## [THE TASK]
Check each line of the records below and collect those holding "Керченська".
========================
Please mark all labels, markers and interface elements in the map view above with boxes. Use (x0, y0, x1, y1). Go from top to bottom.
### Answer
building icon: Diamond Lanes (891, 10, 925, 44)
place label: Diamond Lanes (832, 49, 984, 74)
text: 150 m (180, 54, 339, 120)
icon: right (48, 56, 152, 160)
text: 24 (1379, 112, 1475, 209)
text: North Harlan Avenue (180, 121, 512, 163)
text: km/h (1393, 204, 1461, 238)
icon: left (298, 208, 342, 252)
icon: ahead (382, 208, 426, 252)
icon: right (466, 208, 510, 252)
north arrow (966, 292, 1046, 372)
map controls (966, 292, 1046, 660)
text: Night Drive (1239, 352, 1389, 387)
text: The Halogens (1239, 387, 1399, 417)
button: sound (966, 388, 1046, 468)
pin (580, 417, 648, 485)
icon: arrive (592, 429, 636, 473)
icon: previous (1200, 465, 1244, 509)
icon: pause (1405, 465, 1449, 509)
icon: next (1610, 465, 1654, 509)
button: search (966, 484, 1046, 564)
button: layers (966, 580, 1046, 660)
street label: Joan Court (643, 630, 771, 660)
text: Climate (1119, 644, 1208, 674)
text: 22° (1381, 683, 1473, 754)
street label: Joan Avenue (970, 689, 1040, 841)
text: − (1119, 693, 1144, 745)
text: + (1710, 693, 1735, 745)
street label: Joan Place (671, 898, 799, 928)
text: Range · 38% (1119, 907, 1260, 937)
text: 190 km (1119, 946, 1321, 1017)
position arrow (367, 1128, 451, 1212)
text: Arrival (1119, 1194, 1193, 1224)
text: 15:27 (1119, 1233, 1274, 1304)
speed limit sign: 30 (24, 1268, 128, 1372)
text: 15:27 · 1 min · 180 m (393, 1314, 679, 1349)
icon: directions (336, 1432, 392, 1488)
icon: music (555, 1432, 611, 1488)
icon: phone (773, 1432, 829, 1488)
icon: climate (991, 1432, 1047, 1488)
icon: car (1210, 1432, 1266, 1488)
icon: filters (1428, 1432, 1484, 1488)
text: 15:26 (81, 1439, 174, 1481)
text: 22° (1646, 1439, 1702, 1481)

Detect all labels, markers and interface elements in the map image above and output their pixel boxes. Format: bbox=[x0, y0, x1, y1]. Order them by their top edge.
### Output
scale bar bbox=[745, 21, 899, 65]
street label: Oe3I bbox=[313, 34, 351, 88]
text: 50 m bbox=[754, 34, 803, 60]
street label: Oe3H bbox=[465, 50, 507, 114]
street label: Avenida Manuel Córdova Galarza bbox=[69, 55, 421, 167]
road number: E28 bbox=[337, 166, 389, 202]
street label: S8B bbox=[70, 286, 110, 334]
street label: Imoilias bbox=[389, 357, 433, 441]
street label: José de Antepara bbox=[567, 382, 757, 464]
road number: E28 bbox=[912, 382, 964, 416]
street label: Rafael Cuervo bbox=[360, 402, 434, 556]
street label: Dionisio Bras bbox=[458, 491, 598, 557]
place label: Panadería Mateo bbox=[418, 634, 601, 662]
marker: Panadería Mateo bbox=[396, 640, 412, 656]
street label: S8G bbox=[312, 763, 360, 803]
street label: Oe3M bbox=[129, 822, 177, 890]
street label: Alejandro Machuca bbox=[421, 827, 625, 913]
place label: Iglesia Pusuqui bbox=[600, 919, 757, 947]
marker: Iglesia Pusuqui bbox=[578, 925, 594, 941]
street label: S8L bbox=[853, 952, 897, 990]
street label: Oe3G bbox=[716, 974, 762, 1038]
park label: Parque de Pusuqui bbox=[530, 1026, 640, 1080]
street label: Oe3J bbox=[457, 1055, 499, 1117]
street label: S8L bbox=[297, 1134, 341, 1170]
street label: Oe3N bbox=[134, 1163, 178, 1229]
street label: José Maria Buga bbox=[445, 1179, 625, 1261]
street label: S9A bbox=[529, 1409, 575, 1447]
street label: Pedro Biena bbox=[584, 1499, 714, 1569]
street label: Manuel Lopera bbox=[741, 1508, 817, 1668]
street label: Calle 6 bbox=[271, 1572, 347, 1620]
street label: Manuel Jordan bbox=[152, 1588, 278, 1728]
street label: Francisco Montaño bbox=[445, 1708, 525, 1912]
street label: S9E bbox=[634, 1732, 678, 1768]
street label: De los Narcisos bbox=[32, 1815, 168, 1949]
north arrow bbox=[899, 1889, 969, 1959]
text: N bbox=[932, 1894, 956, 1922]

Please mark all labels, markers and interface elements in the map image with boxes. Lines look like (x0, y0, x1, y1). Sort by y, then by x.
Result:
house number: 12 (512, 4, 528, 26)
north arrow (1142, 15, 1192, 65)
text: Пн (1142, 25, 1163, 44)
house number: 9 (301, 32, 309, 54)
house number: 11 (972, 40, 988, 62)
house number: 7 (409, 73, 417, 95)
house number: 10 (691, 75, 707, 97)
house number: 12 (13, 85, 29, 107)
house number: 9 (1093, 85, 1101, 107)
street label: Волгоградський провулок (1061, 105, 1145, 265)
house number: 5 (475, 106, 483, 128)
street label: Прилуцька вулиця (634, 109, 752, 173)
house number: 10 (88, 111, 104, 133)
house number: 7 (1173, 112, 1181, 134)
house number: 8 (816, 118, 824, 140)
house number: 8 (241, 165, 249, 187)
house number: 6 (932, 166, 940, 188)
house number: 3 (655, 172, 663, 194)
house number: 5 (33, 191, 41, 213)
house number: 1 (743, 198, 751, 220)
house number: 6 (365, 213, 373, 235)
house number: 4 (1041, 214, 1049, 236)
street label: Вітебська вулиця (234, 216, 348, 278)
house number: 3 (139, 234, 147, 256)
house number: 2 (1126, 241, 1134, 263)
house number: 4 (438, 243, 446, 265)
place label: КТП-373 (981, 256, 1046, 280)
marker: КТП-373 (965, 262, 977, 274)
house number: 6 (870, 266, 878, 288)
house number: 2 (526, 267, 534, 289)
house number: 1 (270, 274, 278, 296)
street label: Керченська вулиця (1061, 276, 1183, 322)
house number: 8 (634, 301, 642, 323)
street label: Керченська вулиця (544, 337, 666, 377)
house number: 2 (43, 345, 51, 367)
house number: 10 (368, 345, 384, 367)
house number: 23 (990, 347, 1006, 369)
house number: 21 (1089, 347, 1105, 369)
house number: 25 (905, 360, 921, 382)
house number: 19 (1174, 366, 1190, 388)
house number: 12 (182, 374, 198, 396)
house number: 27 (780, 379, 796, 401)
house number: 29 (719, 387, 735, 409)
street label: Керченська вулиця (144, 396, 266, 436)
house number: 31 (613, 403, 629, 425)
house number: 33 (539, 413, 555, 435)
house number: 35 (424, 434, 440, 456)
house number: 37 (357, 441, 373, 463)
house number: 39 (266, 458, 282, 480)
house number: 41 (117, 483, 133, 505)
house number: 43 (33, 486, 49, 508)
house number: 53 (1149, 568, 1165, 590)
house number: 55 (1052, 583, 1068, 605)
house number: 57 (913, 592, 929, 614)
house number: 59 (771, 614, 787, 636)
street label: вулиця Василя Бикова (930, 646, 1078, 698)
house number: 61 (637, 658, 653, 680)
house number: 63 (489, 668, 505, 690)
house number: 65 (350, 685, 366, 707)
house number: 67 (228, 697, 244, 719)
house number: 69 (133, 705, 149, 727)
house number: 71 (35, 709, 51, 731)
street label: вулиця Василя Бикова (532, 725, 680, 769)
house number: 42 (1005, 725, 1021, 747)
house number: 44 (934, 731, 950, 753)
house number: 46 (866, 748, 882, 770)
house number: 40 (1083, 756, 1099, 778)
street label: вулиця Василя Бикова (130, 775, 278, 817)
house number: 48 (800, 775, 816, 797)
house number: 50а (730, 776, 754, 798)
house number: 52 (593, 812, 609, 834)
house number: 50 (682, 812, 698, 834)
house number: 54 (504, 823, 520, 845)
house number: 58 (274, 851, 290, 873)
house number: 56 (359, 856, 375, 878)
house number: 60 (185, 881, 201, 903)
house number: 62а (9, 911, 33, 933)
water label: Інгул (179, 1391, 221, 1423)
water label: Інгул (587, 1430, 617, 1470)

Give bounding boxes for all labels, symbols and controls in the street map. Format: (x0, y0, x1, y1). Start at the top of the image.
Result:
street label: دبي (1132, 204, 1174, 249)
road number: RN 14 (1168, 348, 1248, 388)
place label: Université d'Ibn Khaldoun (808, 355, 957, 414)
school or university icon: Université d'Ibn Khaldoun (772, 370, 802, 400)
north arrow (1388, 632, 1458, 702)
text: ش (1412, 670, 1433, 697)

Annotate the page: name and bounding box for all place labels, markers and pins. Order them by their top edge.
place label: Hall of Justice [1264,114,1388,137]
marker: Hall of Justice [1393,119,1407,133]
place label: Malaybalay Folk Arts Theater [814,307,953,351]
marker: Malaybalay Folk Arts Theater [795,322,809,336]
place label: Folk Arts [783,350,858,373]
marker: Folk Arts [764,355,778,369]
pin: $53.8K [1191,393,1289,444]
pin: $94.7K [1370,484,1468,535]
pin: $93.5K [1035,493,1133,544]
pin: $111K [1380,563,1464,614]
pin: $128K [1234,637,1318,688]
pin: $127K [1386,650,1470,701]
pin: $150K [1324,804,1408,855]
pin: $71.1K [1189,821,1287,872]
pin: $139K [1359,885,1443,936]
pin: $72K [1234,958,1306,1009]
========================
## [OUTPUT FOR THIS EXERCISE]
street label: Керченська вулиця (1061, 276, 1183, 322)
street label: Керченська вулиця (544, 337, 666, 377)
street label: Керченська вулиця (144, 396, 266, 436)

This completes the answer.